* **Directions for this task**:
Provide again, from the entries below, every line from the one containing "Annotation task. Describe" through the one containing "Instruction: Summarize the", exactly as written, and no other line.

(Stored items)
= = = = = = =

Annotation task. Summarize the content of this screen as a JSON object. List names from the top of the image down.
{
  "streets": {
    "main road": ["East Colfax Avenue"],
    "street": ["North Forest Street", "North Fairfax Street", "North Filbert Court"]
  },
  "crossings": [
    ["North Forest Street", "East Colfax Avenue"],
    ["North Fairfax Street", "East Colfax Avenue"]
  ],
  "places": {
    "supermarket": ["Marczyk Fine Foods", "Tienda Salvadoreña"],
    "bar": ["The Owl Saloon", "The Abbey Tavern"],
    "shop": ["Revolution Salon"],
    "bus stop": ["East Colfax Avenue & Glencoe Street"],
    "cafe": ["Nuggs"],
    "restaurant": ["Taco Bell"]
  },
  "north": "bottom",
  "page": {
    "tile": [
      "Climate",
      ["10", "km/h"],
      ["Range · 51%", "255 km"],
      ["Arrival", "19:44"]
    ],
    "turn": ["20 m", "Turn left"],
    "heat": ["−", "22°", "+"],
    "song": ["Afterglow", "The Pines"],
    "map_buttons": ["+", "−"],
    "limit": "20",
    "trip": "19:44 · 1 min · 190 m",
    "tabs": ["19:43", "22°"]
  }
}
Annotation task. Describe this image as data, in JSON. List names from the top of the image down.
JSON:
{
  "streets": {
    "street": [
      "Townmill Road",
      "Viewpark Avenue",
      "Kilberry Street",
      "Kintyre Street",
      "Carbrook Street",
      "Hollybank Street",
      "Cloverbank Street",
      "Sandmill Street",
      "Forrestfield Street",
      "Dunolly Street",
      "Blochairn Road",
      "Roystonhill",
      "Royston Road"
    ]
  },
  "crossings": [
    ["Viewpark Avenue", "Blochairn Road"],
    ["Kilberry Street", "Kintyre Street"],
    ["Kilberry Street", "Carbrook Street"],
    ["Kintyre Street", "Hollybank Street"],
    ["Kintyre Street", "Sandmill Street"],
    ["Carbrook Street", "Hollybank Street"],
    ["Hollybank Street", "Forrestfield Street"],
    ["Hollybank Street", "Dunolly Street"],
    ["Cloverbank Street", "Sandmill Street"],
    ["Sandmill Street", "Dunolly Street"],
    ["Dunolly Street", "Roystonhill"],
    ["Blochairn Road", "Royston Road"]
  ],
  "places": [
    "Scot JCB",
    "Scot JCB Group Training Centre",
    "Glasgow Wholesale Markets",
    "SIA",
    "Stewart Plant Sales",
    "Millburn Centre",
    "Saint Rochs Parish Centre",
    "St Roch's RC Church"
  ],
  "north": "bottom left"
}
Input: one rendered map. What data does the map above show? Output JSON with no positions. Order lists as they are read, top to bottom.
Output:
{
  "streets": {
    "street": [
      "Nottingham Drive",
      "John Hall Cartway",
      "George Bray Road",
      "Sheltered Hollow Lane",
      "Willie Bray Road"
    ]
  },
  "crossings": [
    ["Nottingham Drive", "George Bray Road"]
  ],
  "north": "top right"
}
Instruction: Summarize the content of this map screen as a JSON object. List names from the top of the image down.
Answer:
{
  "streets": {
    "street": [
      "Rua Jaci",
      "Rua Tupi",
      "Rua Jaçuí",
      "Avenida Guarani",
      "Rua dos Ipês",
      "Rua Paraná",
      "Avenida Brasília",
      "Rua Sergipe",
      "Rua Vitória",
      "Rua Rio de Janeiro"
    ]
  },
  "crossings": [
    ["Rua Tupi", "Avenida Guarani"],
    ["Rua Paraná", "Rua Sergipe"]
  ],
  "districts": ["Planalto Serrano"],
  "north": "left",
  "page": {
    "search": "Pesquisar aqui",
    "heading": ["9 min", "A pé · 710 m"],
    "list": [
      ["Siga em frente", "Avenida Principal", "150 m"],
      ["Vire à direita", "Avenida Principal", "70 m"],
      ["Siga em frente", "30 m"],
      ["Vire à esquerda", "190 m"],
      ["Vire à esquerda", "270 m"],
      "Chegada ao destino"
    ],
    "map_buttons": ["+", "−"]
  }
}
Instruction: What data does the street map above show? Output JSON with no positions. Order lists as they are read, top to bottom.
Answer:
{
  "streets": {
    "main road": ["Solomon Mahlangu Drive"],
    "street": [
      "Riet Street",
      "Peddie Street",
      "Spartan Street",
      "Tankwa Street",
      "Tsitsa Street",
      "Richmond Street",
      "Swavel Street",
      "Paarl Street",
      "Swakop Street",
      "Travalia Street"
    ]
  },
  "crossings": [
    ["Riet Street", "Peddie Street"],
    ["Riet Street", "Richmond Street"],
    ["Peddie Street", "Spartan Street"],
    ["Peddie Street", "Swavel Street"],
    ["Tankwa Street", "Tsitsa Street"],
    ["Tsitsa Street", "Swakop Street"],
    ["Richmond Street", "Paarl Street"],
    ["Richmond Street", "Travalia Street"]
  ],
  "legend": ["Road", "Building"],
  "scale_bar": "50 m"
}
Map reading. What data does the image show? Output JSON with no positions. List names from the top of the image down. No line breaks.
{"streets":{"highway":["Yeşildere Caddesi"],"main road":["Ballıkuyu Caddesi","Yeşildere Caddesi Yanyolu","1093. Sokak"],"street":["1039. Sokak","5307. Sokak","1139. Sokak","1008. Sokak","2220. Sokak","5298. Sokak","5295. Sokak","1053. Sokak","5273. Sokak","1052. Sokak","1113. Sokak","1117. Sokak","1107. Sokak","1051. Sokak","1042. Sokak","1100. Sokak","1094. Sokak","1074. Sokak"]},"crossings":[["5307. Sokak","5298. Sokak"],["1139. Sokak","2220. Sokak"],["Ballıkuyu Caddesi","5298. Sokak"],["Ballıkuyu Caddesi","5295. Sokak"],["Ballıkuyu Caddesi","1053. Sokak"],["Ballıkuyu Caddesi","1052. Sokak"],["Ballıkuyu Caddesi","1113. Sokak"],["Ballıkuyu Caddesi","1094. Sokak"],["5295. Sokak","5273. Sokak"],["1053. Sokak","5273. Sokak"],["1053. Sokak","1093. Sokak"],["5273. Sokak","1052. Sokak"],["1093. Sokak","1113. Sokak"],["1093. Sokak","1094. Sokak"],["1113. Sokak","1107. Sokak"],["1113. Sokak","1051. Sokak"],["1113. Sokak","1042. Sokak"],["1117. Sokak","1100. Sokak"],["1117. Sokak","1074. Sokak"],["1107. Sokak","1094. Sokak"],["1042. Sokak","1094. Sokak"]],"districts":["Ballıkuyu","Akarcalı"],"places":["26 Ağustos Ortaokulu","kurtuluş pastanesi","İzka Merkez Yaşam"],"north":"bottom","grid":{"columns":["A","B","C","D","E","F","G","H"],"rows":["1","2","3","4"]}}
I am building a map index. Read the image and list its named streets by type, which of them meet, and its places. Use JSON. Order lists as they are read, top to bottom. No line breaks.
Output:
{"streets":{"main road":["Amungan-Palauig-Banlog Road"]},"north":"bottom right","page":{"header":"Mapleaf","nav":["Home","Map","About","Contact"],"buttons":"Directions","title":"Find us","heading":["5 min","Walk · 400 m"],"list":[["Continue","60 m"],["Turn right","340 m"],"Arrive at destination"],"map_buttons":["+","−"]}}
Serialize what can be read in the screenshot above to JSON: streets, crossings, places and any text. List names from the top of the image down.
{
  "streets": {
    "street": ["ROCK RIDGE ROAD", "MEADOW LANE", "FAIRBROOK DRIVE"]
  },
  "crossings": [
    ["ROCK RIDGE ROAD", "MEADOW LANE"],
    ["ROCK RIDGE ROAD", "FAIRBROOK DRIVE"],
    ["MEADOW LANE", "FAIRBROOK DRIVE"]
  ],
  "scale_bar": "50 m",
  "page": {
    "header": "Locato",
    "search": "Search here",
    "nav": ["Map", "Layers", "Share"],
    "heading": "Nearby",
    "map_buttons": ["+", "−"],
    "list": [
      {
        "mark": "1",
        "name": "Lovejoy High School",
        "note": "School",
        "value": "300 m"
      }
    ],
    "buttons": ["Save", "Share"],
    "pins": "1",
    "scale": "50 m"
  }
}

= = = = = = =

* **Exercise result**:
Annotation task. Describe this image as data, in JSON. List names from the top of the image down.
JSON:
{
  "streets": {
    "street": [
      "Townmill Road",
      "Viewpark Avenue",
      "Kilberry Street",
      "Kintyre Street",
      "Carbrook Street",
      "Hollybank Street",
      "Cloverbank Street",
      "Sandmill Street",
      "Forrestfield Street",
      "Dunolly Street",
      "Blochairn Road",
      "Roystonhill",
      "Royston Road"
    ]
  },
  "crossings": [
    ["Viewpark Avenue", "Blochairn Road"],
    ["Kilberry Street", "Kintyre Street"],
    ["Kilberry Street", "Carbrook Street"],
    ["Kintyre Street", "Hollybank Street"],
    ["Kintyre Street", "Sandmill Street"],
    ["Carbrook Street", "Hollybank Street"],
    ["Hollybank Street", "Forrestfield Street"],
    ["Hollybank Street", "Dunolly Street"],
    ["Cloverbank Street", "Sandmill Street"],
    ["Sandmill Street", "Dunolly Street"],
    ["Dunolly Street", "Roystonhill"],
    ["Blochairn Road", "Royston Road"]
  ],
  "places": [
    "Scot JCB",
    "Scot JCB Group Training Centre",
    "Glasgow Wholesale Markets",
    "SIA",
    "Stewart Plant Sales",
    "Millburn Centre",
    "Saint Rochs Parish Centre",
    "St Roch's RC Church"
  ],
  "north": "bottom left"
}
Input: one rendered map. What data does the map above show? Output JSON with no positions. Order lists as they are read, top to bottom.
Output:
{
  "streets": {
    "street": [
      "Nottingham Drive",
      "John Hall Cartway",
      "George Bray Road",
      "Sheltered Hollow Lane",
      "Willie Bray Road"
    ]
  },
  "crossings": [
    ["Nottingham Drive", "George Bray Road"]
  ],
  "north": "top right"
}
Instruction: Summarize the content of this map screen as a JSON object. List names from the top of the image down.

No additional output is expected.